Managing Infrastructure with Ease

Yifan Fu
CreditorWatch
Published in
9 min readSep 13, 2021
Photo by Kirill Sh on Unsplash

Infrastructure in the old days

Infrastructure management was not an easy job to do in the old days. Ops engineers usually need to predict the workload of the production environment and plan ahead for the next few years as the infrastructure changes are usually difficult to implement. In order to add a new machine, they will need to raise the request to their manager and buy the hardware, assemble them, install all the operating system and software, and then finally add to the cluster. Guess what, that’s just the very first part of the infrastructure management, you could face power outage, hardware failures, misconfiguration, etc. To solve this problem, Infrastructure as Code (IaC) comes into place.

Infrastructure as Code allows you to provision your infrastructures using code either in an imperative way or a declarative way, instead of some manual work.
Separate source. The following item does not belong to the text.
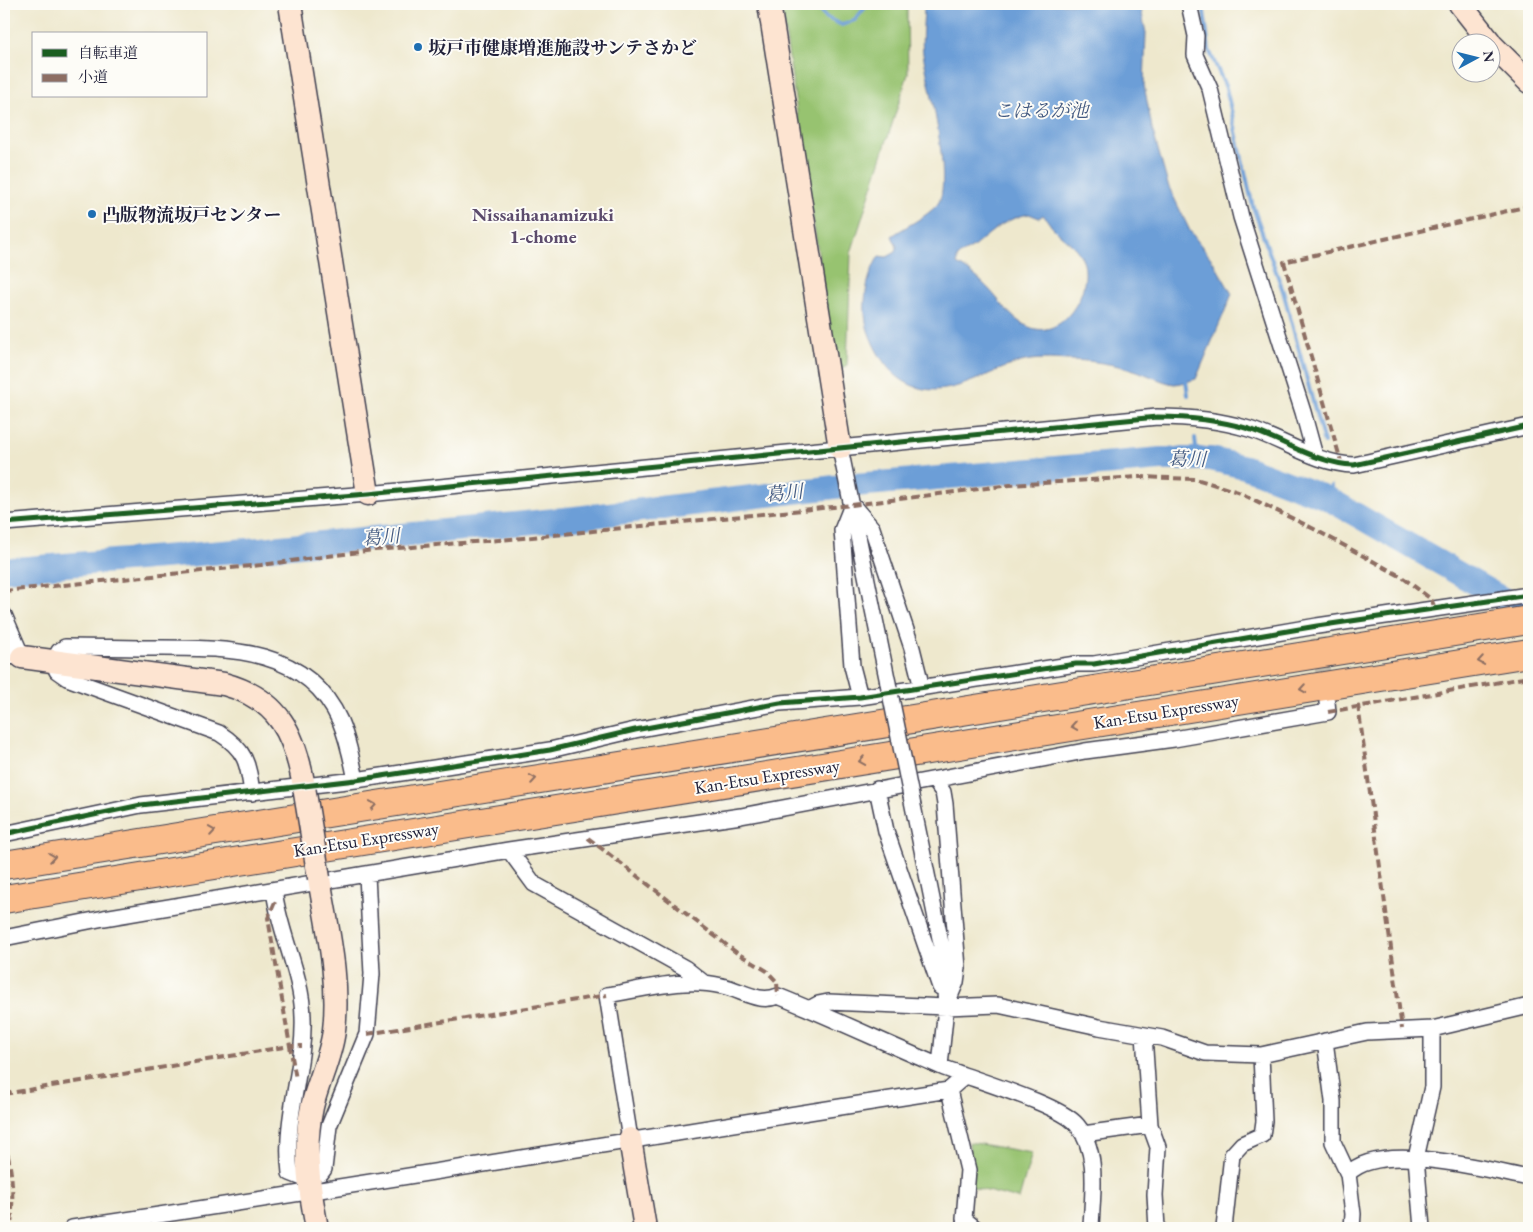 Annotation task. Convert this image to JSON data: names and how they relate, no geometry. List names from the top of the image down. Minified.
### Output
{"streets":{"highway":["Kan-Etsu Expressway"]},"districts":["Nissaihanamizuki 1-chome"],"water":["こはるが池","葛川"],"places":["坂戸市健康増進施設サンテさかど","凸版物流坂戸センター"],"legend":["自転車道","小道"],"north":"right"}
In this article, we are going to discuss 3 topics:

  1. Terraform, https://www.terraform.io/
  2. 3 Musketeers, https://3musketeers.io/
  3. GitHub Actions, https://github.com/features/actions

With all three, we are going to manage our infrastructure on the cloud nice and easily. We are going to deploy our infrastructure on AWS as an example but since terraform supports a large number of providers, you will be able to deploy your infrastructure to almost any cloud provider includes but not limited to AWS, Azure, Google Cloud Platform, etc.

Terraform

In the DevOps world, we have different IaC tools for different purposes. Firstly we have the provisioning tools like Terraform and CloudFormation to allow you to deploy infrastructure on your cloud provider. Secondly, the configuration tools like Ansible and Puppet help you managing the software installed on your machine. Thirdly the Docker or Vagrant are server templating tools that acting as an abstract layer to run your application in a separated environment.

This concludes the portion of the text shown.